• [Stored data entries]:
· · · ·

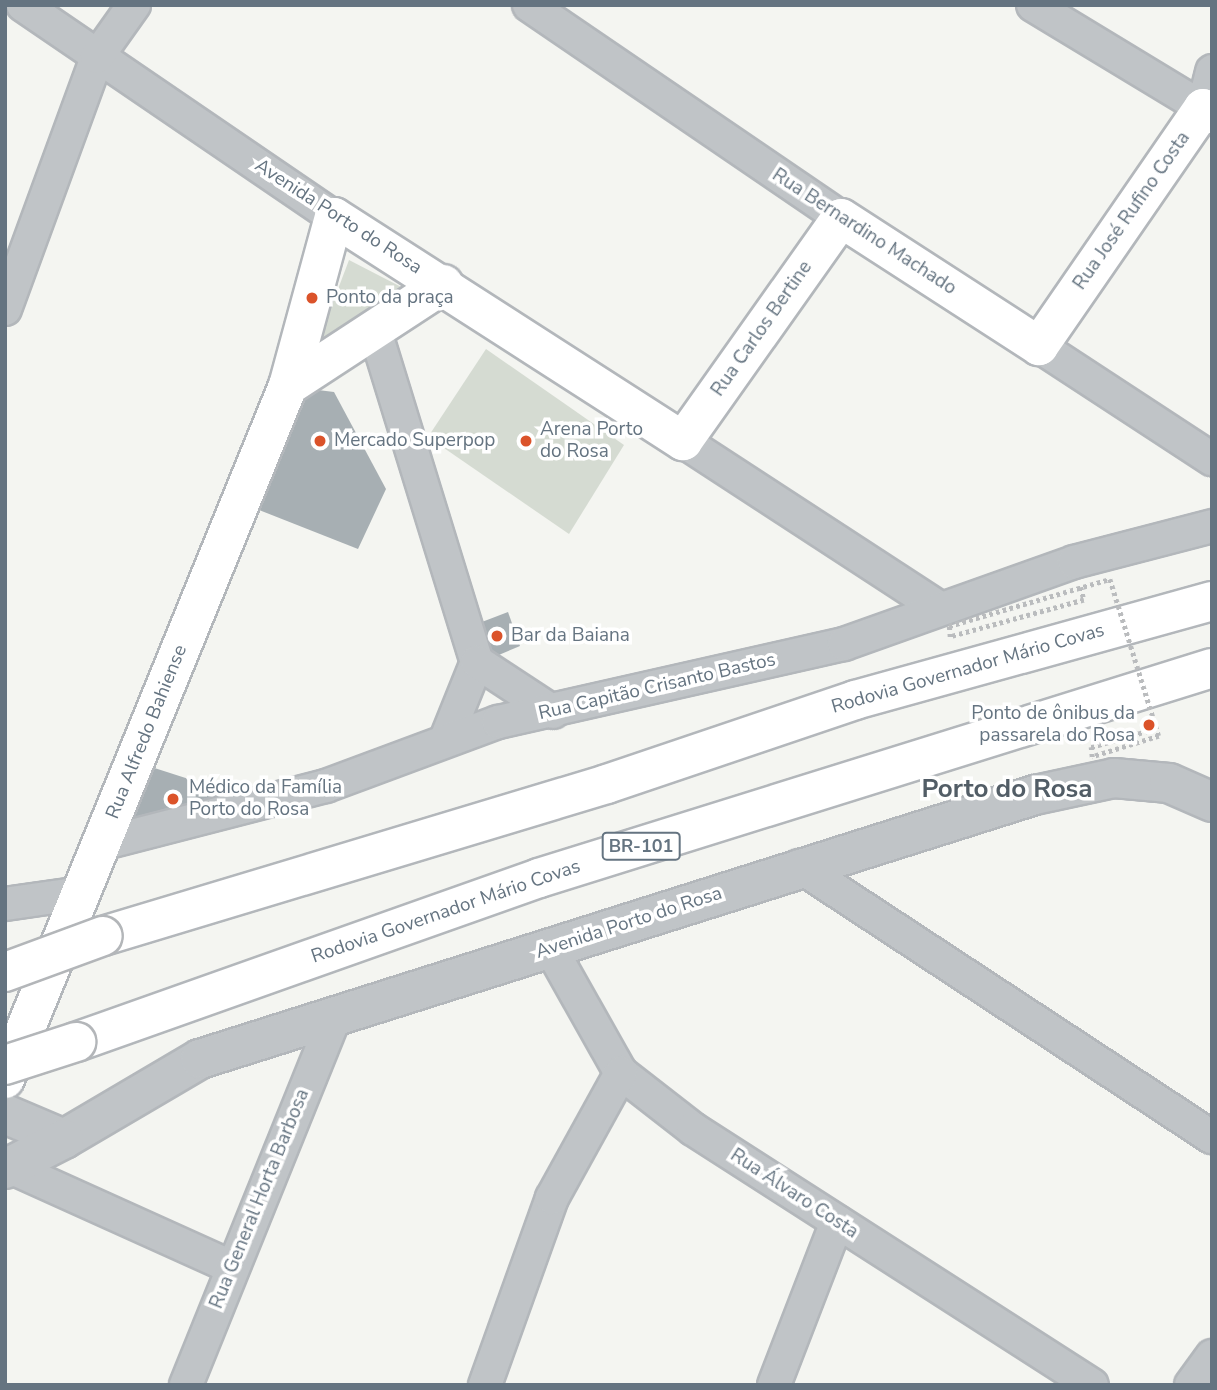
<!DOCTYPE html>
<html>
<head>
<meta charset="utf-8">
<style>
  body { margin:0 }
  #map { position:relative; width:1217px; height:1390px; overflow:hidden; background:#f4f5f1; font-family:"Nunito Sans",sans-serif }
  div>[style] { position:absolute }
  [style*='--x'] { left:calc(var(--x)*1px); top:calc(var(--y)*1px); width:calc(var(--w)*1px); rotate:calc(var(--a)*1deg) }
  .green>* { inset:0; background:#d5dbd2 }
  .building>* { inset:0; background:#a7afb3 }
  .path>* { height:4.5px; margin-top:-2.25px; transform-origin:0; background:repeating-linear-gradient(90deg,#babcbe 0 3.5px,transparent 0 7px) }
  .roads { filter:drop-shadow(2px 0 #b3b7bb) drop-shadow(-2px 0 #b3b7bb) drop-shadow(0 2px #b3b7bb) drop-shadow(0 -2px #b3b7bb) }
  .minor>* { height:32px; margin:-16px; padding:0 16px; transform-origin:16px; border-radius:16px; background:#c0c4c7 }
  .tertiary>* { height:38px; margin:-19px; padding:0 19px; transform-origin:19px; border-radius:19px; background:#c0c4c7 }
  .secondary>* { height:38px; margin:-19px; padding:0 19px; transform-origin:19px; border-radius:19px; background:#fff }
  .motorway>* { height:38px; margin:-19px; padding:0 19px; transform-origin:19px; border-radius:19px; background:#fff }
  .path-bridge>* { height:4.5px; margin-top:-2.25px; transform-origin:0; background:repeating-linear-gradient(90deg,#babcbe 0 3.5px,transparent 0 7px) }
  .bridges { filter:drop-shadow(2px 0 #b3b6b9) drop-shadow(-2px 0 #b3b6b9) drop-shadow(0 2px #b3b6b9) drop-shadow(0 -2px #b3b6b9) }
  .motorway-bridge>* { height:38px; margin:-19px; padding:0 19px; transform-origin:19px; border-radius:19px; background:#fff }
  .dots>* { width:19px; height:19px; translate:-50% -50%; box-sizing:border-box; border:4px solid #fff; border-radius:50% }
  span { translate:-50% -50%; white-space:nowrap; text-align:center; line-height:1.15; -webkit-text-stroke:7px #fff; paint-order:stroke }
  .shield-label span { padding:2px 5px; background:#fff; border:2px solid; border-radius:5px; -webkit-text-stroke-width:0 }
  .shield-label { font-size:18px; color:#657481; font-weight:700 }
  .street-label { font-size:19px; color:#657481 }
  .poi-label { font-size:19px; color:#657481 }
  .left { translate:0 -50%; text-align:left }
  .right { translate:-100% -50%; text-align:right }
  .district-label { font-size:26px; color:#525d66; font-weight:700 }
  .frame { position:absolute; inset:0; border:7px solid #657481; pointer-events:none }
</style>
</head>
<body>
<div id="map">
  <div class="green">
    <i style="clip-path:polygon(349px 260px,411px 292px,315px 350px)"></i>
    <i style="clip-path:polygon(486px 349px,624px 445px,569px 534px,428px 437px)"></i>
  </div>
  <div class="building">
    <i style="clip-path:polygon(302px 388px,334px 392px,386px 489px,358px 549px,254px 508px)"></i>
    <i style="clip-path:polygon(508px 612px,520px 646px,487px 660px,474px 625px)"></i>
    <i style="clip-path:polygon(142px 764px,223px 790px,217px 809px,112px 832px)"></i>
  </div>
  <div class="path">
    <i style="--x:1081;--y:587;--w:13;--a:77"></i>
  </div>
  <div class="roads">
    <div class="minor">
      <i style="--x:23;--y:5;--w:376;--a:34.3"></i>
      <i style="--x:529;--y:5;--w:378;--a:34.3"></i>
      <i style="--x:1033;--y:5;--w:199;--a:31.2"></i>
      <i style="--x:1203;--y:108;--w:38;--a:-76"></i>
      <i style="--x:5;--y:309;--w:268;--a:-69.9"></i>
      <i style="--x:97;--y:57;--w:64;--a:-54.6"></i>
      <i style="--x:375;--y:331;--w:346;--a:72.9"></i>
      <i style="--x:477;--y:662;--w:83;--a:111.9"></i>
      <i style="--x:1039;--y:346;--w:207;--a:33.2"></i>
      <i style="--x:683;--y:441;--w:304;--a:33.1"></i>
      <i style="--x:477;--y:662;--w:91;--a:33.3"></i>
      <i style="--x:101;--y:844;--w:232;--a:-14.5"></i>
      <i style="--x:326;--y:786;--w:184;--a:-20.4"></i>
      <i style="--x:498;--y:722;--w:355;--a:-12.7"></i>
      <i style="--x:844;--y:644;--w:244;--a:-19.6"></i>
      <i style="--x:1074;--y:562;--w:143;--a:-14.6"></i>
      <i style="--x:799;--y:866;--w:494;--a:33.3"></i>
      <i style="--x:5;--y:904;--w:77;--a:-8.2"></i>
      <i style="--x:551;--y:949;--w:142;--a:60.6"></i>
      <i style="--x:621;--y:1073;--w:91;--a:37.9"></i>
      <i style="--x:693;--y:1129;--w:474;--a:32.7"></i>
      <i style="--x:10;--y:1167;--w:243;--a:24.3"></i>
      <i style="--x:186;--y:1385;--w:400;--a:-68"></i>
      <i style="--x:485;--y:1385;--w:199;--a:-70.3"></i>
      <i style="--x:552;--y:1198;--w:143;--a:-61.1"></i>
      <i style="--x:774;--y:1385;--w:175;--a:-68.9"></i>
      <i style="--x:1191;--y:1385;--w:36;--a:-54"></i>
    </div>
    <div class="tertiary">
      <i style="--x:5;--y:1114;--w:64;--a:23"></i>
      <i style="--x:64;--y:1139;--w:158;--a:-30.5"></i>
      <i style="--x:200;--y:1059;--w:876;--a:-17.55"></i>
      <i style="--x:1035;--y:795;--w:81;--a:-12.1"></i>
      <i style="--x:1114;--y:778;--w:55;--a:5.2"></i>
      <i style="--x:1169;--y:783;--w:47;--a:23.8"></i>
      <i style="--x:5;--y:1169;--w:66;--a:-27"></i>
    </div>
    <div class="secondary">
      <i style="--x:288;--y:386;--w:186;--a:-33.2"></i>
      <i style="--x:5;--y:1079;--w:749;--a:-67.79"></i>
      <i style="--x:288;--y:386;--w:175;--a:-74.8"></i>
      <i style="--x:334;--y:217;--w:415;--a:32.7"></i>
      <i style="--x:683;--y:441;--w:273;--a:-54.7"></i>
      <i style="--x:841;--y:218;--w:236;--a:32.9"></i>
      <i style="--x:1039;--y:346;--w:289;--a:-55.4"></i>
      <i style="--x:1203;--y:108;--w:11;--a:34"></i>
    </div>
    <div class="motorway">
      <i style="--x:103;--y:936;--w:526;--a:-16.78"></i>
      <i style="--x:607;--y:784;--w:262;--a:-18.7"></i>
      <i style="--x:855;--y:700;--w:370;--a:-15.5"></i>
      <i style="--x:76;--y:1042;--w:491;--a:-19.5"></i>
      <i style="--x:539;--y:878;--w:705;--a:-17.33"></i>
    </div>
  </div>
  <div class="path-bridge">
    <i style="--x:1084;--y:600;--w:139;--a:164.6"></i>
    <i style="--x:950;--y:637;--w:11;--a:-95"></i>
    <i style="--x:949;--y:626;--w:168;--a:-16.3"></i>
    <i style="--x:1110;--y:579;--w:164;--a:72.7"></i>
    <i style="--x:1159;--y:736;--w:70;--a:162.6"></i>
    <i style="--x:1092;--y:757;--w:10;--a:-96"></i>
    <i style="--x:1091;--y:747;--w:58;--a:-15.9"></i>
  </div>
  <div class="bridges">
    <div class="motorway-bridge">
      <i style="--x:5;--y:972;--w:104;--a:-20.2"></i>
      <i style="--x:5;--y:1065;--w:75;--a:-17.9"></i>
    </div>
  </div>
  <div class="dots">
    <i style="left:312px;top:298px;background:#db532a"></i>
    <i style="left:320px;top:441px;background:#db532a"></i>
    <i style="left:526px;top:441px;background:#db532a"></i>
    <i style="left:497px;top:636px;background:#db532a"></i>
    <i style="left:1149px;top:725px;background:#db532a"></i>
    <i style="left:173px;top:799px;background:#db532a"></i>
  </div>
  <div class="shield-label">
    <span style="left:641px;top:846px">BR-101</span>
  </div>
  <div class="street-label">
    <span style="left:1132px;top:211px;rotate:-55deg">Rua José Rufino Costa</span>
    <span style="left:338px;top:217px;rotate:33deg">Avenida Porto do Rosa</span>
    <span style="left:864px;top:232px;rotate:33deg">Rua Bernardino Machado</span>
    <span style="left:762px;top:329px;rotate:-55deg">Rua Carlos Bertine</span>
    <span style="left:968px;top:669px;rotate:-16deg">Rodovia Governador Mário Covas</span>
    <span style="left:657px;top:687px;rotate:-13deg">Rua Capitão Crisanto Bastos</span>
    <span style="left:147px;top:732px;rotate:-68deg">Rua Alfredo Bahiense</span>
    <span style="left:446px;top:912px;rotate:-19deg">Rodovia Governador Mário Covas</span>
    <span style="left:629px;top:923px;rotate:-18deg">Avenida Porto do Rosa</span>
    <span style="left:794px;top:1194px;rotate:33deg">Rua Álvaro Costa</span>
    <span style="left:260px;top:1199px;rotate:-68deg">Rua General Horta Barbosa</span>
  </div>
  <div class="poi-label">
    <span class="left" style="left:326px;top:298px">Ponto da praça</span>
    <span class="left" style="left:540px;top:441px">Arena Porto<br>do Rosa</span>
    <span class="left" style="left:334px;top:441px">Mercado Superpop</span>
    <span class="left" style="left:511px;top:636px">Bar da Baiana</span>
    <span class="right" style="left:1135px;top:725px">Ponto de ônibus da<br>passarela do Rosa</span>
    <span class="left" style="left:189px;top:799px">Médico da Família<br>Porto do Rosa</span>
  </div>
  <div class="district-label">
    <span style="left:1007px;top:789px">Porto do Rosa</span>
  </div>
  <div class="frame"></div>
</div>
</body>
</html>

· · · ·

• [PROBLEM DESCRIPTION]:
Copy word for word each line of the data above, from the first through the one containing "filter:drop-shadow(2px 0 #b3b7bb)", and include no pictures.

• [RESULT OF THIS TASK]:
<!DOCTYPE html>
<html>
<head>
<meta charset="utf-8">
<style>
  body { margin:0 }
  #map { position:relative; width:1217px; height:1390px; overflow:hidden; background:#f4f5f1; font-family:"Nunito Sans",sans-serif }
  div>[style] { position:absolute }
  [style*='--x'] { left:calc(var(--x)*1px); top:calc(var(--y)*1px); width:calc(var(--w)*1px); rotate:calc(var(--a)*1deg) }
  .green>* { inset:0; background:#d5dbd2 }
  .building>* { inset:0; background:#a7afb3 }
  .path>* { height:4.5px; margin-top:-2.25px; transform-origin:0; background:repeating-linear-gradient(90deg,#babcbe 0 3.5px,transparent 0 7px) }
  .roads { filter:drop-shadow(2px 0 #b3b7bb) drop-shadow(-2px 0 #b3b7bb) drop-shadow(0 2px #b3b7bb) drop-shadow(0 -2px #b3b7bb) }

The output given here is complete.